#### Work instructions:
Through the line that contains "height:18px; margin:-9px; padding:0", return the data below exactly, starting at its first line; leave the rest out.
--- Data to examine ---
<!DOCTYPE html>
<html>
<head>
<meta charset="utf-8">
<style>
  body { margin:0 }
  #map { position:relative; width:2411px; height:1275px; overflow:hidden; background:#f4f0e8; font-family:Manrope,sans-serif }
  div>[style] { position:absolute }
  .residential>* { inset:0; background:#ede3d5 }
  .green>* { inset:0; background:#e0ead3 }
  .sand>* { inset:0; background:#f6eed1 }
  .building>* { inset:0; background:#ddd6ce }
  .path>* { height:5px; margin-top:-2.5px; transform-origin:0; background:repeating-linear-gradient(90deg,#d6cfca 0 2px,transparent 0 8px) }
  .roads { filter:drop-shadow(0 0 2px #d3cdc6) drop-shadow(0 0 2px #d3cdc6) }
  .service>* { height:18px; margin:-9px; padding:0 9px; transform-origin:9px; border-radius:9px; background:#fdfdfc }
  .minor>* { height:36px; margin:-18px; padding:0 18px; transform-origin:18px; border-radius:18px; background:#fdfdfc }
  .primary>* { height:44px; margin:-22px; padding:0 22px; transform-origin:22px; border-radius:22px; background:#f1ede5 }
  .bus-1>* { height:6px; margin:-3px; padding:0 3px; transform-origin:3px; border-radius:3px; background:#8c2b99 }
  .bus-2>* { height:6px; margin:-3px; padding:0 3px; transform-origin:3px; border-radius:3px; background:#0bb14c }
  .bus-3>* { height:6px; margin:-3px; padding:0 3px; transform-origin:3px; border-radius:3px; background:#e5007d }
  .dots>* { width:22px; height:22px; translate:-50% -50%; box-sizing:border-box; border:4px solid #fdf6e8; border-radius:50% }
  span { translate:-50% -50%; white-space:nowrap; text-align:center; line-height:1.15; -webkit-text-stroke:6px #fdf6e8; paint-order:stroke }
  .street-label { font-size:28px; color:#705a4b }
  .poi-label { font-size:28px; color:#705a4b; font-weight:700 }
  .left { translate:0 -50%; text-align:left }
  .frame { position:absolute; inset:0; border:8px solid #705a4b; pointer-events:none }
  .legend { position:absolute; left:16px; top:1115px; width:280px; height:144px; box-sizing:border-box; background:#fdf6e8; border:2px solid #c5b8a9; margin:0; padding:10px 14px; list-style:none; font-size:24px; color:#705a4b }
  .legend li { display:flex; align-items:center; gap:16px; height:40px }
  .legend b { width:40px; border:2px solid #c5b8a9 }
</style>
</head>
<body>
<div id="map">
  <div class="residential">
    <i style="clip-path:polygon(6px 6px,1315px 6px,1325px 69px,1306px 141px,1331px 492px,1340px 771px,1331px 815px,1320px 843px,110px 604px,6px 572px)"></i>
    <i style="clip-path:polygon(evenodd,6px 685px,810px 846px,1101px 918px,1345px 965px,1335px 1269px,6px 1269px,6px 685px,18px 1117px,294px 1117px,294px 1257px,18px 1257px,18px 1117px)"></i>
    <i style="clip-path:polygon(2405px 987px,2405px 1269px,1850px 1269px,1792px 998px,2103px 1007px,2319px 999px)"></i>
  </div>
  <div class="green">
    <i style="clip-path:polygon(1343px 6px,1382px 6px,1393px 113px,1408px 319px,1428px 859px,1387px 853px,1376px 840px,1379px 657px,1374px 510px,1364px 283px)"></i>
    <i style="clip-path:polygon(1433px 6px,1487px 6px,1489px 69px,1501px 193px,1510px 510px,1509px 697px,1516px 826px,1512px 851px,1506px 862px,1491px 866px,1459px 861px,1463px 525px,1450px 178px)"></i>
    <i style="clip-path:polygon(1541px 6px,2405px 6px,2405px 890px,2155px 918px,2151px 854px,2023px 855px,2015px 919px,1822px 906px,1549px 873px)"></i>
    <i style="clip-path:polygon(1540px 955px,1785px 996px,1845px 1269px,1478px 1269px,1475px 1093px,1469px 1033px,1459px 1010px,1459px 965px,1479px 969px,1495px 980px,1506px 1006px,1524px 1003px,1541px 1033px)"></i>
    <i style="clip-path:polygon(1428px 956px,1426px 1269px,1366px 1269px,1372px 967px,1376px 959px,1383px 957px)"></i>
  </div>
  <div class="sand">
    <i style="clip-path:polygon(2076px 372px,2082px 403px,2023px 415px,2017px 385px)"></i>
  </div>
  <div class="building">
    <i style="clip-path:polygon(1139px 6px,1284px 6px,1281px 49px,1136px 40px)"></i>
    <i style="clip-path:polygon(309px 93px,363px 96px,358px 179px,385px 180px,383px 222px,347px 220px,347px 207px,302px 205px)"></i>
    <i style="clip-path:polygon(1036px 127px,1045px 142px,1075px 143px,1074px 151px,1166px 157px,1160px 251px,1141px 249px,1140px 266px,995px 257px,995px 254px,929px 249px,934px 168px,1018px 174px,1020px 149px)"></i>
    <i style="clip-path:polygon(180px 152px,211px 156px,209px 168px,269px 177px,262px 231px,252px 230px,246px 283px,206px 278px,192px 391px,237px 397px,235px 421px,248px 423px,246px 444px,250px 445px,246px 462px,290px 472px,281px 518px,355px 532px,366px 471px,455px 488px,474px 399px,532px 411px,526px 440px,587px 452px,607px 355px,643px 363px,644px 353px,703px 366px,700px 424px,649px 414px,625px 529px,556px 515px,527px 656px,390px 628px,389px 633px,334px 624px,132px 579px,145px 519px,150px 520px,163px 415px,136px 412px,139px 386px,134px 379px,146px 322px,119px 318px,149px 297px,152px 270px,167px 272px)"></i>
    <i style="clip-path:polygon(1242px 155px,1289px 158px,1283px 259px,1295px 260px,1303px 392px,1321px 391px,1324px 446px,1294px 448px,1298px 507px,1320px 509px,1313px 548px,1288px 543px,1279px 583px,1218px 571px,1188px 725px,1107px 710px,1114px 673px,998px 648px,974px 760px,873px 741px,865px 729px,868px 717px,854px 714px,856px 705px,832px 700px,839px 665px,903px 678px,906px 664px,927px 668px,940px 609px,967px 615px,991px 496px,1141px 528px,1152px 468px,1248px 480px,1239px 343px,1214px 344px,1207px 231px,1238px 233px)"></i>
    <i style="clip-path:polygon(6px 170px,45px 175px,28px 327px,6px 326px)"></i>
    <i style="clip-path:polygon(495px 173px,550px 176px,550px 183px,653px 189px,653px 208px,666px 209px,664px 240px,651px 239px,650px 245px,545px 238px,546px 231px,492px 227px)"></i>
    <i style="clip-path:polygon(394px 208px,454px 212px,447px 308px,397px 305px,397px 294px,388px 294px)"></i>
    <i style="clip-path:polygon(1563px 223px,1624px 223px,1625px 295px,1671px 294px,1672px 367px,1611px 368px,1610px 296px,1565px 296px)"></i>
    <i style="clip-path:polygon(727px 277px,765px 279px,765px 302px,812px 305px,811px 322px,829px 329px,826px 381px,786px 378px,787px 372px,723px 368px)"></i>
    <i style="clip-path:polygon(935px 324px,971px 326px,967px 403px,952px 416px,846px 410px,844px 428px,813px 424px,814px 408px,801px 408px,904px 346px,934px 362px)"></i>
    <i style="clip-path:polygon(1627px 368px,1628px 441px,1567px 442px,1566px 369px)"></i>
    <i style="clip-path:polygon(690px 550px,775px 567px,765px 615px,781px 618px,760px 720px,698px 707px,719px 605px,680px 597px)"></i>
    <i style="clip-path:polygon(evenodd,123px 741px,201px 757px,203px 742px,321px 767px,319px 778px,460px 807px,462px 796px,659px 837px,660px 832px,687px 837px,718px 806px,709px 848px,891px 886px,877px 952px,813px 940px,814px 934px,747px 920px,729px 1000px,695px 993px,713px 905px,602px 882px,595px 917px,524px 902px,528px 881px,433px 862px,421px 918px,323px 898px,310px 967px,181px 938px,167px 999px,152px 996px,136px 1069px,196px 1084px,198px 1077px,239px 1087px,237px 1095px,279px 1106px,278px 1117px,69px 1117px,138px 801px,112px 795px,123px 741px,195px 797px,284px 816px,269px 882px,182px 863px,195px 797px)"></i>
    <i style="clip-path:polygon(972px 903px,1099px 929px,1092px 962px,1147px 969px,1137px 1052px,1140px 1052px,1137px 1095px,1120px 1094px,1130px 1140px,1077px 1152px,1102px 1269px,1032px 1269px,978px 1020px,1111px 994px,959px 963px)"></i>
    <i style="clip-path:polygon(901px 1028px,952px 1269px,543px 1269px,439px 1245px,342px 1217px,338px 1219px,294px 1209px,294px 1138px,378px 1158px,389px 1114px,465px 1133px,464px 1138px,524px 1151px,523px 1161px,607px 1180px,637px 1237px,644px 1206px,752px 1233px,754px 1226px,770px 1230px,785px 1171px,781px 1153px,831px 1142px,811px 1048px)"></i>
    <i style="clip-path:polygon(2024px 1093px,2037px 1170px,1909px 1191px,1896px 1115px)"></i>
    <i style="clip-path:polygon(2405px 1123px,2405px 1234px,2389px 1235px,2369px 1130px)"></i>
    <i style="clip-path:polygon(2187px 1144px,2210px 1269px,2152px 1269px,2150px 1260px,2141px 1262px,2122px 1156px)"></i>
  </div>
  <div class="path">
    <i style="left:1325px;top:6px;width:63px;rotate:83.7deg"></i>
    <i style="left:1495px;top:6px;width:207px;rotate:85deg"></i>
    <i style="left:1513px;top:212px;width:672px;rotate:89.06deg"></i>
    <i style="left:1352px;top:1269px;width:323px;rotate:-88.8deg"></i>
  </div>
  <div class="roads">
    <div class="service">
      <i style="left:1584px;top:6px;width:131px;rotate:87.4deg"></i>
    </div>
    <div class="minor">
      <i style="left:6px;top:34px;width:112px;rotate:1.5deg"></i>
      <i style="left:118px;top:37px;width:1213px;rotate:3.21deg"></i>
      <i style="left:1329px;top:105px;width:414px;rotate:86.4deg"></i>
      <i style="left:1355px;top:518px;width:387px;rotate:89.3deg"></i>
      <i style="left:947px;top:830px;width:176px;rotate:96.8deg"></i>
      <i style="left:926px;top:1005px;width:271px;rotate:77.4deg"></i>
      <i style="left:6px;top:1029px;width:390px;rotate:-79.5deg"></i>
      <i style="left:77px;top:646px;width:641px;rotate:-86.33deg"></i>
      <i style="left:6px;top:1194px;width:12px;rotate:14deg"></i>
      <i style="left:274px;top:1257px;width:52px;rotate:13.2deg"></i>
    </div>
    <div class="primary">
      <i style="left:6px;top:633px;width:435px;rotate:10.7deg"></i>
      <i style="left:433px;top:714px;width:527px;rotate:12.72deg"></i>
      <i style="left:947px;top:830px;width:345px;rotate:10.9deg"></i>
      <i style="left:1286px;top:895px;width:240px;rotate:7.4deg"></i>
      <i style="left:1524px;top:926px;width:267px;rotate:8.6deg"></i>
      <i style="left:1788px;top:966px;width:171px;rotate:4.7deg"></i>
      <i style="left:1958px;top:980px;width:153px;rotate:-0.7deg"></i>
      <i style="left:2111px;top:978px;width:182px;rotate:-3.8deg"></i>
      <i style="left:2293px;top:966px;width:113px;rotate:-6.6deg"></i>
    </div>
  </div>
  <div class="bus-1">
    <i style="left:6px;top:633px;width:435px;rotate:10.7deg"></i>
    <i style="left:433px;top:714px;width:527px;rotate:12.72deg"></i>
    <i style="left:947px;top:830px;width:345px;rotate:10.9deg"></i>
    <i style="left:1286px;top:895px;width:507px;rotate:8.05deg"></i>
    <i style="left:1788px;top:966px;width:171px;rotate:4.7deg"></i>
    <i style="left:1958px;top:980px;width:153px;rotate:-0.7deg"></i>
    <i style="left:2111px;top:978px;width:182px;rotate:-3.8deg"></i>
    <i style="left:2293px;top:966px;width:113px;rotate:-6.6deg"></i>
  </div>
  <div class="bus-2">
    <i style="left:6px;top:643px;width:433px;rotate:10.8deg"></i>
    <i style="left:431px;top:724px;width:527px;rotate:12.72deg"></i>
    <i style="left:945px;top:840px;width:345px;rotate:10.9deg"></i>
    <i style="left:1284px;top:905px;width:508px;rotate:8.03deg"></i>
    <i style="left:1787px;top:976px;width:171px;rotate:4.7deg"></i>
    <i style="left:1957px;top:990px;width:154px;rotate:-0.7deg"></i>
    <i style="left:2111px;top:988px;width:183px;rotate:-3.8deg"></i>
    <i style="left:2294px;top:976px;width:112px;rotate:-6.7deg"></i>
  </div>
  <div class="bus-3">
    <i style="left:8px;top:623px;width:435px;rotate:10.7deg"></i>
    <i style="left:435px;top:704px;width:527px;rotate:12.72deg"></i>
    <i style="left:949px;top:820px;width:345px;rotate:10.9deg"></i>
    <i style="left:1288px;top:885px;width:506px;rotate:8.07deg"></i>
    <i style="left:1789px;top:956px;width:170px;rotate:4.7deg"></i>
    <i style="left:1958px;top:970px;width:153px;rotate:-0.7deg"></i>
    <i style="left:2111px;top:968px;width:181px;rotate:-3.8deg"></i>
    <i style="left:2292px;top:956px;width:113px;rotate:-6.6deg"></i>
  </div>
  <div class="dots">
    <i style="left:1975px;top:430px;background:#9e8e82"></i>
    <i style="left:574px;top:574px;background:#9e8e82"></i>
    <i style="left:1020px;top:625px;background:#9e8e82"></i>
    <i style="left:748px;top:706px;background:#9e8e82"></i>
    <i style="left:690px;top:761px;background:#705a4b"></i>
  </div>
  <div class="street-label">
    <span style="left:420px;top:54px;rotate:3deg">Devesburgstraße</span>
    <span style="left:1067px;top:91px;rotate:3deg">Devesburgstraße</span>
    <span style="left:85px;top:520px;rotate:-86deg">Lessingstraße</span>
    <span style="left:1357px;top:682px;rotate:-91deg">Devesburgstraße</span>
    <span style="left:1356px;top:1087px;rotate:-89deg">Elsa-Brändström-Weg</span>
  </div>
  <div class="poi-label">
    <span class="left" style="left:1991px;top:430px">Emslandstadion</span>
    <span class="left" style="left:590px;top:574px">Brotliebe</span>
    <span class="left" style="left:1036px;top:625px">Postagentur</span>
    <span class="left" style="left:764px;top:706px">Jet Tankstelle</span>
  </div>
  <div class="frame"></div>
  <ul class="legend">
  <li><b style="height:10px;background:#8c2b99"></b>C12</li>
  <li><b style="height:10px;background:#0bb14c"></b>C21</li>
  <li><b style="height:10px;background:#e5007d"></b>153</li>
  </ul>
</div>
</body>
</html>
---
#### Your response:
<!DOCTYPE html>
<html>
<head>
<meta charset="utf-8">
<style>
  body { margin:0 }
  #map { position:relative; width:2411px; height:1275px; overflow:hidden; background:#f4f0e8; font-family:Manrope,sans-serif }
  div>[style] { position:absolute }
  .residential>* { inset:0; background:#ede3d5 }
  .green>* { inset:0; background:#e0ead3 }
  .sand>* { inset:0; background:#f6eed1 }
  .building>* { inset:0; background:#ddd6ce }
  .path>* { height:5px; margin-top:-2.5px; transform-origin:0; background:repeating-linear-gradient(90deg,#d6cfca 0 2px,transparent 0 8px) }
  .roads { filter:drop-shadow(0 0 2px #d3cdc6) drop-shadow(0 0 2px #d3cdc6) }
  .service>* { height:18px; margin:-9px; padding:0 9px; transform-origin:9px; border-radius:9px; background:#fdfdfc }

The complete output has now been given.